I’m trying to understand and solve a problem where my loss goes to nan. Information I have:
- Fp16 training (autocast, scale().backward, unscale, clip_grad_norm, scaler.step, scaler.update, zerograd) diverges to Nan
- I found the issue in a batchnorm layer during an fp32 inference
- It goes: convolution2d > x > batchnorm2d > some feature maps are full of NaN
After checking in depth (manually recomputing batchnorm), I found that some of my batchnorm.running_var have negative values which isn’t supposed to happen (it produces nan when the batchnorm applies sqrt() on these values).
How could the values in running_var be negative?
Does it mean that there’s an issue with the scaler during the training?

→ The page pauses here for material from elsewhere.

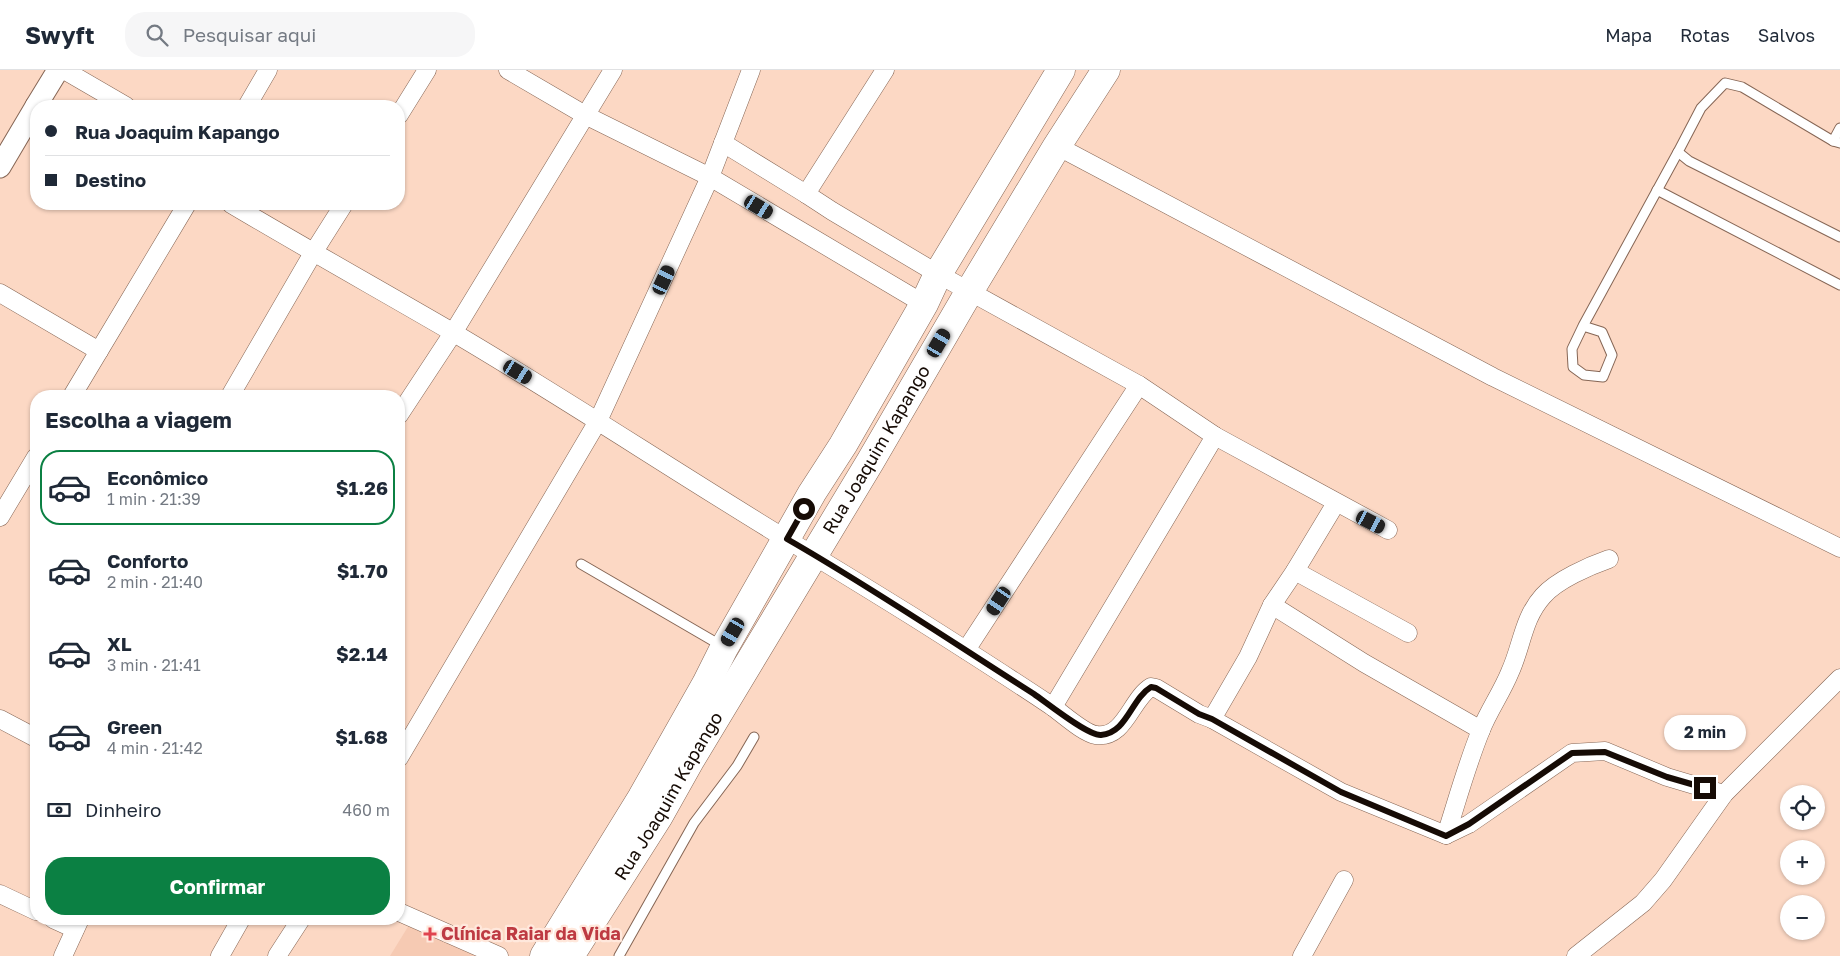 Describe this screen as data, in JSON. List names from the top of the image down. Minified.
{"streets":{"main road":["Rua Joaquim Kapango"]},"places":{"health":["Clínica Raiar da Vida"]},"page":{"header":"Swyft","search":"Pesquisar aqui","nav":["Mapa","Rotas","Salvos"],"banner":["Rua Joaquim Kapango","Destino"],"heading":"Escolha a viagem","list":[{"name":"Econômico","note":"1 min · 21:39","value":"$1.26"},{"name":"Conforto","note":"2 min · 21:40","value":"$1.70"},{"name":"XL","note":"3 min · 21:41","value":"$2.14"},{"name":"Green","note":"4 min · 21:42","value":"$1.68"}],"bubble":"2 min","pay":["Dinheiro","460 m"],"map_buttons":["+","−"],"buttons":"Confirmar"}}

Thanks to anyone with more information on this issue
This is indeed strange. Did you see the negative var values after the mixed-precision training when you tried to evaluate the model in FP32?
I assume you didn’t set a negative
momentum or anything like that?
Momentum was 0.1 and eps was 1e-5.
The negative var values appear during the training so I guess that even with the regular fp16 training procedure there are still ways to have an overflow here.

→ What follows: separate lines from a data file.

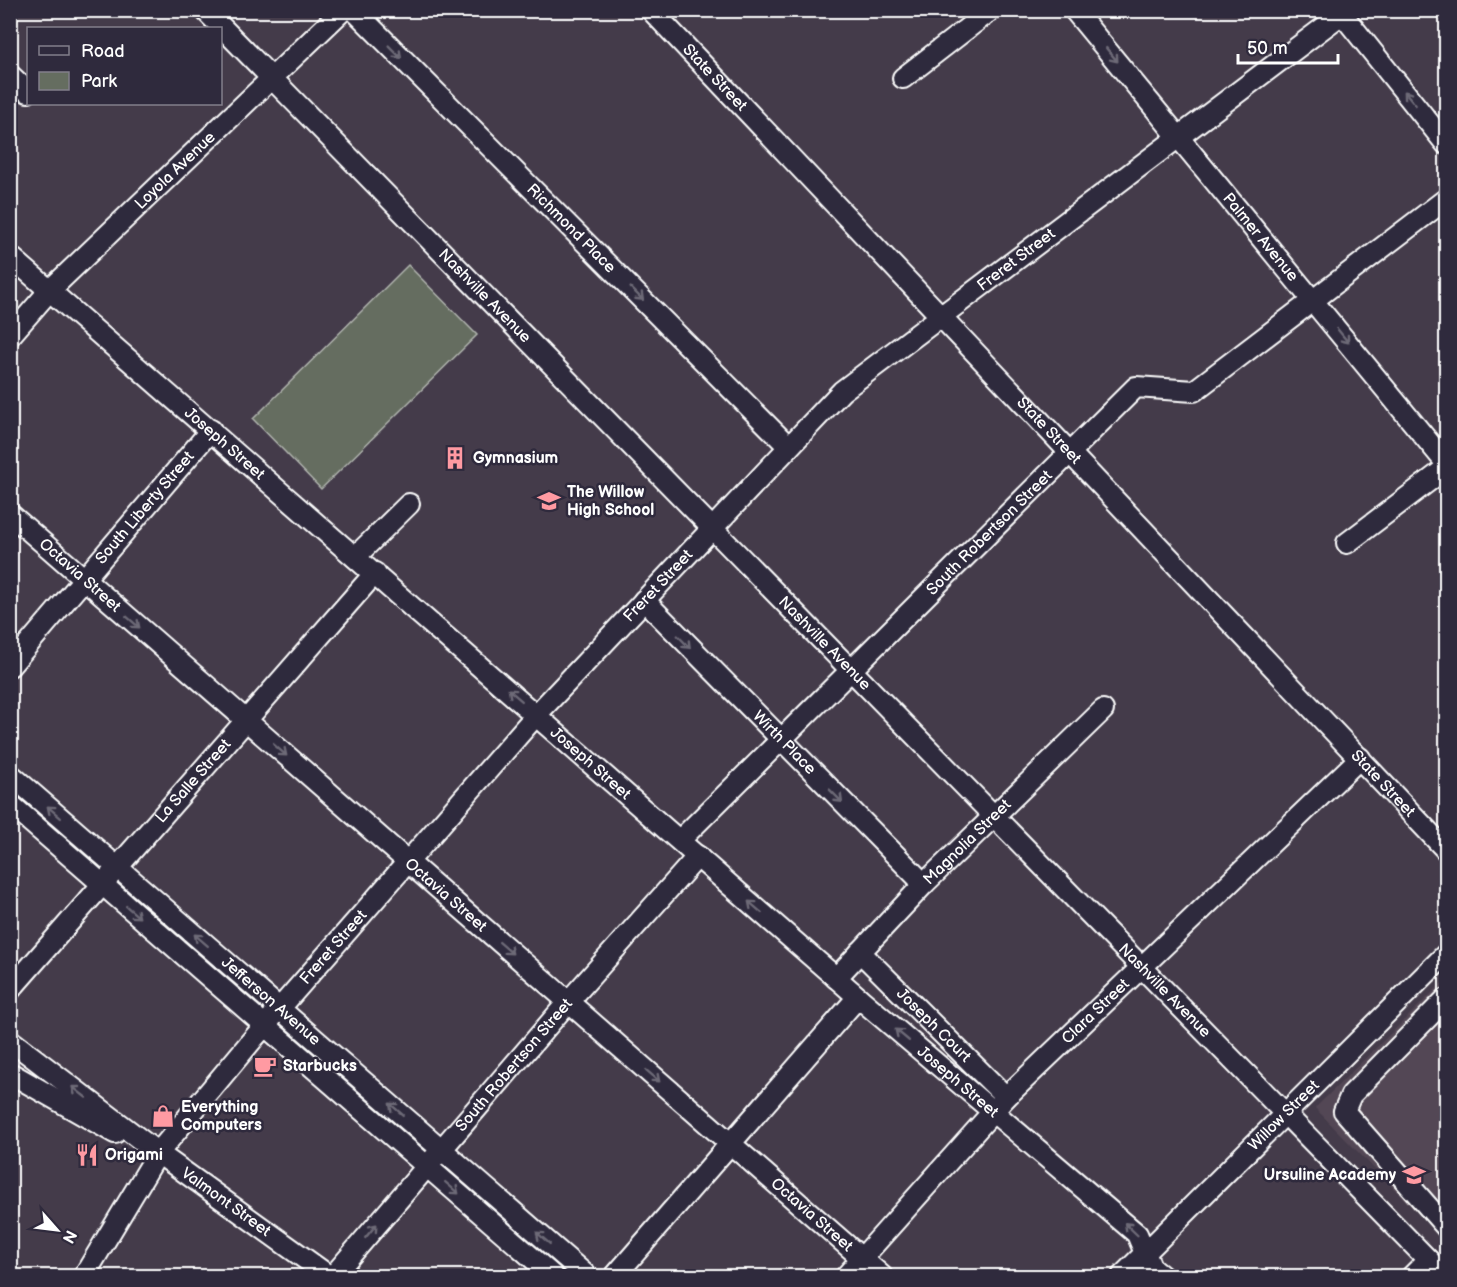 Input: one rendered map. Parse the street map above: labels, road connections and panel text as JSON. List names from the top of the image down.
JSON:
{
  "streets": {
    "street": [
      "State Street",
      "Loyola Avenue",
      "Richmond Place",
      "Palmer Avenue",
      "Freret Street",
      "Nashville Avenue",
      "Joseph Street",
      "South Liberty Street",
      "South Robertson Street",
      "Octavia Street",
      "Wirth Place",
      "La Salle Street",
      "Magnolia Street",
      "Jefferson Avenue",
      "Clara Street",
      "Joseph Court",
      "Willow Street",
      "Valmont Street"
    ]
  },
  "crossings": [
    ["State Street", "Freret Street"],
    ["State Street", "South Robertson Street"],
    ["State Street", "Clara Street"],
    ["Loyola Avenue", "Nashville Avenue"],
    ["Loyola Avenue", "Joseph Street"],
    ["Richmond Place", "Freret Street"],
    ["Palmer Avenue", "Freret Street"],
    ["Palmer Avenue", "South Robertson Street"],
    ["Freret Street", "Nashville Avenue"],
    ["Freret Street", "Joseph Street"],
    ["Freret Street", "Octavia Street"],
    ["Freret Street", "Wirth Place"],
    ["Freret Street", "Jefferson Avenue"],
    ["Freret Street", "Valmont Street"],
    ["Nashville Avenue", "South Robertson Street"],
    ["Nashville Avenue", "Magnolia Street"],
    ["Nashville Avenue", "Clara Street"],
    ["Nashville Avenue", "Willow Street"],
    ["Joseph Street", "South Liberty Street"],
    ["Joseph Street", "South Robertson Street"],
    ["Joseph Street", "La Salle Street"],
    ["Joseph Street", "Magnolia Street"],
    ["Joseph Street", "Clara Street"],
    ["Joseph Street", "Joseph Court"],
    ["Joseph Street", "Willow Street"],
    ["South Liberty Street", "Octavia Street"],
    ["South Robertson Street", "Octavia Street"],
    ["South Robertson Street", "Wirth Place"],
    ["South Robertson Street", "Jefferson Avenue"],
    ["South Robertson Street", "Valmont Street"],
    ["Octavia Street", "La Salle Street"],
    ["Octavia Street", "Clara Street"],
    ["Wirth Place", "Magnolia Street"],
    ["La Salle Street", "Jefferson Avenue"],
    ["Magnolia Street", "Joseph Court"],
    ["Clara Street", "Joseph Court"]
  ],
  "one_way": [
    "Richmond Place",
    "Palmer Avenue",
    "Joseph Street",
    "Octavia Street",
    "Wirth Place"
  ],
  "places": {
    "building": ["Gymnasium"],
    "school or university": ["The Willow High School", "Ursuline Academy"],
    "cafe": ["Starbucks"],
    "shop": ["Everything Computers"],
    "restaurant": ["Origami"]
  },
  "legend": ["Road", "Park"],
  "scale_bar": "50 m",
  "north": "bottom right"
}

After I changed my model I have more stable trainings. I torch.clamp the output and the input of the model, I also apply tanh after each convolution such that having big values here or in the batchnorm would be useless.
Apart from an overflow I don’t see how I could get a negative variance in the batchnorm
Batchnorm layers are running in FP32 in an
autocast region, so they shouldn’t overflow internally.

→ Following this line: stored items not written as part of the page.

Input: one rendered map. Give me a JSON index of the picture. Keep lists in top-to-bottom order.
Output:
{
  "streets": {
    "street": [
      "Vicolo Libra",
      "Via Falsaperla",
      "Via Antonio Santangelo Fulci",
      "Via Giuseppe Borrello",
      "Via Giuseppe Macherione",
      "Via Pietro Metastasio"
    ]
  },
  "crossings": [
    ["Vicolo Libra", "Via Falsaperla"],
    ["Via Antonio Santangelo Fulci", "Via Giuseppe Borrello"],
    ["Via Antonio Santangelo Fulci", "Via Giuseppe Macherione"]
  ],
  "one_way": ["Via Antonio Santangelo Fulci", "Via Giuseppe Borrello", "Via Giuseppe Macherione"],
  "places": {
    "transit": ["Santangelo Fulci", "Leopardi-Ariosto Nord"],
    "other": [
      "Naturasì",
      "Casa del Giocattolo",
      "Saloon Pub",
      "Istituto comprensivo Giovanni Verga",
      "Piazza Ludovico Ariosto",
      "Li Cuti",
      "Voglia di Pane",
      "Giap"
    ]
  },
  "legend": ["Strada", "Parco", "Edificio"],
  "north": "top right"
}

Just to make sure I’m understanding your use case: “regular fp16 training” means you are using
torch.cuda.amp or are you calling manually
half() on any modules?
No no I’m not doing half() anywhere, It means I’m using the procedure from here: Automatic Mixed Precision examples — PyTorch 1.8.0 documentation.
Main while loop:
fetching batch from dataloader
batch['x'] = batch['x'].cuda(non_blocking=True)
out = model(batch['x'])
loss = loss_model(out, batch['x']) #autoencoder loss
batch[‘x’] is of shape [64, 1, 256, 150] with values ranging from 0 to 1e4.
I know the troubles with manually using half() on a model
Which batch norm are you getting (i.e. what is the grad_fn of the batch norm output, it could be cudnn or native)?
The grad_fn for the output just after the batchnorm is CudnnBatchNormBackward
OK. Then it’s at least not my code doing it. I had tried to see if I could get the Welford variance update to be negative, but it seems to not be easy (you would need
x - avg and
x-(avg + (x-avg)/n) to be of different signs).
More seriously, you could try to see if you can avoid the problem by calling batch norm in a
with torch.backends.cudnn.flags(enabled=False): block (but I didn’t try if it works or helps).
Thanks, I’ll try that if I have this error again.
As I said, It seems that my training is more stable after I changed some tweaks in my model so I guess I just had an unstable architecture.
It’s weird that a variance could be negative so maybe it’ll be useful to fix that if someone else have the same problem later or if it doesn’t make sense in the existing code.
My architecture was a convolutional autencoder, 2dmap > conv2d(bn2d/act) > conv2d > … > avgpool2d > features > bn1d > linear > bn1d > convT2d > … > 2dmap. Removing the two 1D-BN in the middle maybe solved my issue, but I’m not sure and of course it’s weird because the negative variances are in the first 2D-BN (I’m leaving that here in case someone else have the same issue later)
I don’t think the error was caused by the architecture, but as @tom mentioned, might be a faulty kernel in cudnn, which should be fixed. In case you have an executable code snippet or run into this error again, could you please post it here?